Saved data entries
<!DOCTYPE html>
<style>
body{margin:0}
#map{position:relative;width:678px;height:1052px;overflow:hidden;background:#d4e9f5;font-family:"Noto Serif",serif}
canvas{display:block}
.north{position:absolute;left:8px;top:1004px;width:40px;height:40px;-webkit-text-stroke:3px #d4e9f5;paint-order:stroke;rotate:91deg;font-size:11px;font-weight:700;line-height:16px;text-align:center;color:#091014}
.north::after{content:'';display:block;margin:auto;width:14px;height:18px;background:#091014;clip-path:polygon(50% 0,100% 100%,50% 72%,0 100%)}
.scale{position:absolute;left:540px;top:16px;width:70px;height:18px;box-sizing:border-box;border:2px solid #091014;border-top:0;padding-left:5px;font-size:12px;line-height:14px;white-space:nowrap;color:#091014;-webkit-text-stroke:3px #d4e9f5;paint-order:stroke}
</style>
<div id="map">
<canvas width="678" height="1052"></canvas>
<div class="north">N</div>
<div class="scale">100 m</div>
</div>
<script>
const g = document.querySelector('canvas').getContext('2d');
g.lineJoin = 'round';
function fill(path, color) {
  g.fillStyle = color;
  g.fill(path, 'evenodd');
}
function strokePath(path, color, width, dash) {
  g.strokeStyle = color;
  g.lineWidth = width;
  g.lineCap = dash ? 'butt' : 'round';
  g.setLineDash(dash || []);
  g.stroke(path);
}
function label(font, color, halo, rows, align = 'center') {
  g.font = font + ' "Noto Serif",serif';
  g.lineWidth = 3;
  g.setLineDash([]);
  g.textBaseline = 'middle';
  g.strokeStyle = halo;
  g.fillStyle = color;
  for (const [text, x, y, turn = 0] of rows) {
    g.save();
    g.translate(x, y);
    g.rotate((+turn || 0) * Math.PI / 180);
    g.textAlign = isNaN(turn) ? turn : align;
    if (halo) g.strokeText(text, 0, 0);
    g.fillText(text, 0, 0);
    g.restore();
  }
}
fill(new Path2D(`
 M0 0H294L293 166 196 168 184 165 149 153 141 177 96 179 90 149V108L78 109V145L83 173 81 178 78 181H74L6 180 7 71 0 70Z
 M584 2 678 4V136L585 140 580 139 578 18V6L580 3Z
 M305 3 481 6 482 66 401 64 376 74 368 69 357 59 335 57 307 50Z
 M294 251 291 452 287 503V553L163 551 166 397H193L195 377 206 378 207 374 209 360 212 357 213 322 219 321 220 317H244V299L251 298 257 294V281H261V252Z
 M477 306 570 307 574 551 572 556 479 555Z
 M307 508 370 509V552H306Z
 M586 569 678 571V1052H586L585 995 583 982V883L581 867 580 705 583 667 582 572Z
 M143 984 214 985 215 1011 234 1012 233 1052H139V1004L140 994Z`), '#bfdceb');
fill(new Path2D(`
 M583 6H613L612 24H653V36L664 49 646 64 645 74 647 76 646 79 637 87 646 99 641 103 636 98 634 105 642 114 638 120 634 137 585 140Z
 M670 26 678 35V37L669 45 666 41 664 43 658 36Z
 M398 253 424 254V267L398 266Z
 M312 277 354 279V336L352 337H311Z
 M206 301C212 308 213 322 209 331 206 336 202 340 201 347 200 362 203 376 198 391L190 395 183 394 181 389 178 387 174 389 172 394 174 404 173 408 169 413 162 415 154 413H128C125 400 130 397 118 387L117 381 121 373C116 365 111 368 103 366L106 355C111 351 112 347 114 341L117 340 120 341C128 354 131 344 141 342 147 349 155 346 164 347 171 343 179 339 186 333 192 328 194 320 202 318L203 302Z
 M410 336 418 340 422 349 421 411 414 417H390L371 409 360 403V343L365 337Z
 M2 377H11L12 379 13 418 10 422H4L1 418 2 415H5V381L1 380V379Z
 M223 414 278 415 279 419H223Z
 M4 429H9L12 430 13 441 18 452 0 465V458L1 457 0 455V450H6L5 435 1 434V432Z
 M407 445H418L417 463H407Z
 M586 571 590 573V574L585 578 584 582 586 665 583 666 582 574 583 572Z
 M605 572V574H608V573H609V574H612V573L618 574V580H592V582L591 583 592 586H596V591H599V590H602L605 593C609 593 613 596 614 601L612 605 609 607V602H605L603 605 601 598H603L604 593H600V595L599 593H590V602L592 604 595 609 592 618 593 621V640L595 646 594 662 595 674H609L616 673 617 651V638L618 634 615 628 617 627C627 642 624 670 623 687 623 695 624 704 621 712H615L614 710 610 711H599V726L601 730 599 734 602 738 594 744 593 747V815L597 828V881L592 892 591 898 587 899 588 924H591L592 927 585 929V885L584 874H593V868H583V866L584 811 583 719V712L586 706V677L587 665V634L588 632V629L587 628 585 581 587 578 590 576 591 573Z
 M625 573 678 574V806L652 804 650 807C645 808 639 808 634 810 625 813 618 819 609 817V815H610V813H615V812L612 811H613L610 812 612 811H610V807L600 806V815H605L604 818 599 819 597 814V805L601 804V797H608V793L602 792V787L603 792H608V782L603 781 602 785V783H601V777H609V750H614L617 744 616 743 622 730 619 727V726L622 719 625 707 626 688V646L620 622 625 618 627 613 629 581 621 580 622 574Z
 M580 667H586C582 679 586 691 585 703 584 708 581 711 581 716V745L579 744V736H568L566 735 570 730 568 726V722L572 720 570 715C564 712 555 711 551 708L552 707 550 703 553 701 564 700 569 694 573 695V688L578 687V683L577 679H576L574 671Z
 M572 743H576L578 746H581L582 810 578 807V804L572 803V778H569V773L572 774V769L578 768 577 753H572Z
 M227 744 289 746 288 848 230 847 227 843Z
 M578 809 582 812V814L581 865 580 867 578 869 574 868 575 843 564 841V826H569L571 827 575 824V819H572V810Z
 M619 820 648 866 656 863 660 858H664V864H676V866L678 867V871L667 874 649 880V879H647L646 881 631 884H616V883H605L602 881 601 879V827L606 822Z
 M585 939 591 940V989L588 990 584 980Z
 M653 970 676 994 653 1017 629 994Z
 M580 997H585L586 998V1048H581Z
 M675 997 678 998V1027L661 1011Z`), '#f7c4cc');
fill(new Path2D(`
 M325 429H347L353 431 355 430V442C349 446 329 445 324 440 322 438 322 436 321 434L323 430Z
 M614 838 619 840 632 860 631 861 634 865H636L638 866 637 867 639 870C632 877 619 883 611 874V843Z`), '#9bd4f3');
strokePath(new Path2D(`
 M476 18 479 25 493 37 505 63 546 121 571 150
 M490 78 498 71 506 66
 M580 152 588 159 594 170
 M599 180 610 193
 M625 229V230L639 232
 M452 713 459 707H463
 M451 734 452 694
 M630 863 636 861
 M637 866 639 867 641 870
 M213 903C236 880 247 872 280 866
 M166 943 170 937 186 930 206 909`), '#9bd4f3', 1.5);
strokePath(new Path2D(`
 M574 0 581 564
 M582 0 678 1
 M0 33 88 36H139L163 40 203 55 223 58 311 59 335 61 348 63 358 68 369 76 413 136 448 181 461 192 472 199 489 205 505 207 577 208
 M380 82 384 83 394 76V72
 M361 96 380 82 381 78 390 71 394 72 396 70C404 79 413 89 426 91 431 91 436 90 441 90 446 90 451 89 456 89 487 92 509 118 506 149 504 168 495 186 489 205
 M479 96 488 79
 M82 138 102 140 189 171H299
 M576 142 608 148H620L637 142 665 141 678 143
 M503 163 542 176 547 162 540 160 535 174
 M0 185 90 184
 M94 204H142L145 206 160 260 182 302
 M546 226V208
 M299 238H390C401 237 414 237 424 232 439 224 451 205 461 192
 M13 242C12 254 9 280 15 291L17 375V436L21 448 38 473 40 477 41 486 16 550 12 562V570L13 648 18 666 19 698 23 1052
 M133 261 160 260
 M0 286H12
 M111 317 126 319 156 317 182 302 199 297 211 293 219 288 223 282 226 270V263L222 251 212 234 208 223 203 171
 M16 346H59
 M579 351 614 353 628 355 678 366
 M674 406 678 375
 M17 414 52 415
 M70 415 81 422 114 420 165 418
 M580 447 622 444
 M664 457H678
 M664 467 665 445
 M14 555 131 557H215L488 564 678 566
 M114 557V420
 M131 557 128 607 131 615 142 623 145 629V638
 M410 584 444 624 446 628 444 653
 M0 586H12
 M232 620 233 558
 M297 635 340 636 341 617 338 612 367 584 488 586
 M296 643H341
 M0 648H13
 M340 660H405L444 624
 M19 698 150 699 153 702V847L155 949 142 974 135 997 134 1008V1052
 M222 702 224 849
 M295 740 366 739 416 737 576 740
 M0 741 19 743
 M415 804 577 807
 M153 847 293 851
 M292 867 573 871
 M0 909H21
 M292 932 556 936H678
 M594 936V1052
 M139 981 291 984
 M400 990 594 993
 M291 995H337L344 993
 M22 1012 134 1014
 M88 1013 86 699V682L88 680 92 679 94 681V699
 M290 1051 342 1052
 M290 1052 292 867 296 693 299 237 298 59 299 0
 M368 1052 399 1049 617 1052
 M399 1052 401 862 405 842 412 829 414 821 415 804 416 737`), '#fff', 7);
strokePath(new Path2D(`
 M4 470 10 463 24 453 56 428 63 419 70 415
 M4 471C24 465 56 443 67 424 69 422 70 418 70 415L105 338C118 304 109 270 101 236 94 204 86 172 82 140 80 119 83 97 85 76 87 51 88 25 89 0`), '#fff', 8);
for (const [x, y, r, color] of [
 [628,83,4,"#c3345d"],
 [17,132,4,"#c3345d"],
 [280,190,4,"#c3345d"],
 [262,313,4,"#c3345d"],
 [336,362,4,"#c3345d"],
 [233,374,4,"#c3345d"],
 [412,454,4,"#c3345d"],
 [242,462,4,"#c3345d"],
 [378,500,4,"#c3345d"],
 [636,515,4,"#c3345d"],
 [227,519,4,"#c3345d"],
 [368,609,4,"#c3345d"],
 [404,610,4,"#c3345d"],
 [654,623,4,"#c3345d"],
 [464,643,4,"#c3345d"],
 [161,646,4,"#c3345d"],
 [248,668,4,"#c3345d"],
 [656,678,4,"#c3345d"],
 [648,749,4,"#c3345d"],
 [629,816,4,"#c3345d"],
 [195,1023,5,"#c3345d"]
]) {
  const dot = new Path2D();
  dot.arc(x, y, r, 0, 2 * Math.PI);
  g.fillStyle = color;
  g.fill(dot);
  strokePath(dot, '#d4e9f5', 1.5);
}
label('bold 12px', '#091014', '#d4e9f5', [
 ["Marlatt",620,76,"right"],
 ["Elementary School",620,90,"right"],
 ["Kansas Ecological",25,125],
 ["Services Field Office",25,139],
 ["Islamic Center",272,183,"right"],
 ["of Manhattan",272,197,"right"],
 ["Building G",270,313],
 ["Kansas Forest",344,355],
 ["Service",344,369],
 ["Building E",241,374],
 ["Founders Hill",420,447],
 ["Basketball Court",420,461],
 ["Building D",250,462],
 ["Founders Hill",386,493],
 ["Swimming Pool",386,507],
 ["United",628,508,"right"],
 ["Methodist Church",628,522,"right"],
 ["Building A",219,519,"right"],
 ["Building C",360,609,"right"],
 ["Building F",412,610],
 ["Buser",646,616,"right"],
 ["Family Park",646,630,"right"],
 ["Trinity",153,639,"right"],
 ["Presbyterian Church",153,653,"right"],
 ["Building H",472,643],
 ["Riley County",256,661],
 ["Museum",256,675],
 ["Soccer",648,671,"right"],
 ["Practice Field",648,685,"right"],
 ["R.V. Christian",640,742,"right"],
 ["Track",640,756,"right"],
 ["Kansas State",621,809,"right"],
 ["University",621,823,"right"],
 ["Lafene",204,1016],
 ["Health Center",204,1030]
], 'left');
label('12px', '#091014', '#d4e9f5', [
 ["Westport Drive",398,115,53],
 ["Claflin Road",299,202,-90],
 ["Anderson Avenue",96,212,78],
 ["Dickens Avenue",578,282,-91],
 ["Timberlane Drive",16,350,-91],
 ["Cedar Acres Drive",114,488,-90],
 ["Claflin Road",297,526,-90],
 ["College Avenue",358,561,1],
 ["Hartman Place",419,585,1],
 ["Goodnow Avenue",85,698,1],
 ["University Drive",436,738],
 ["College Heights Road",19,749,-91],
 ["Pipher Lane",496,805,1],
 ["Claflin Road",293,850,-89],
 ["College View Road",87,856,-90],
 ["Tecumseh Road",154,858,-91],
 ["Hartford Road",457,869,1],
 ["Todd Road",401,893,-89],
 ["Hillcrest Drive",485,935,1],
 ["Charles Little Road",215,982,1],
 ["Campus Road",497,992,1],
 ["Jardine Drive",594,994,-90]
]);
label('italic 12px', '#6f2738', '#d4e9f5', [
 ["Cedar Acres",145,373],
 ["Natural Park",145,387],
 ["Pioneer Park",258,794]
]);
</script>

Task
A single number is the answer here: how many lines above carry the string "function"?

Solution to this problem
3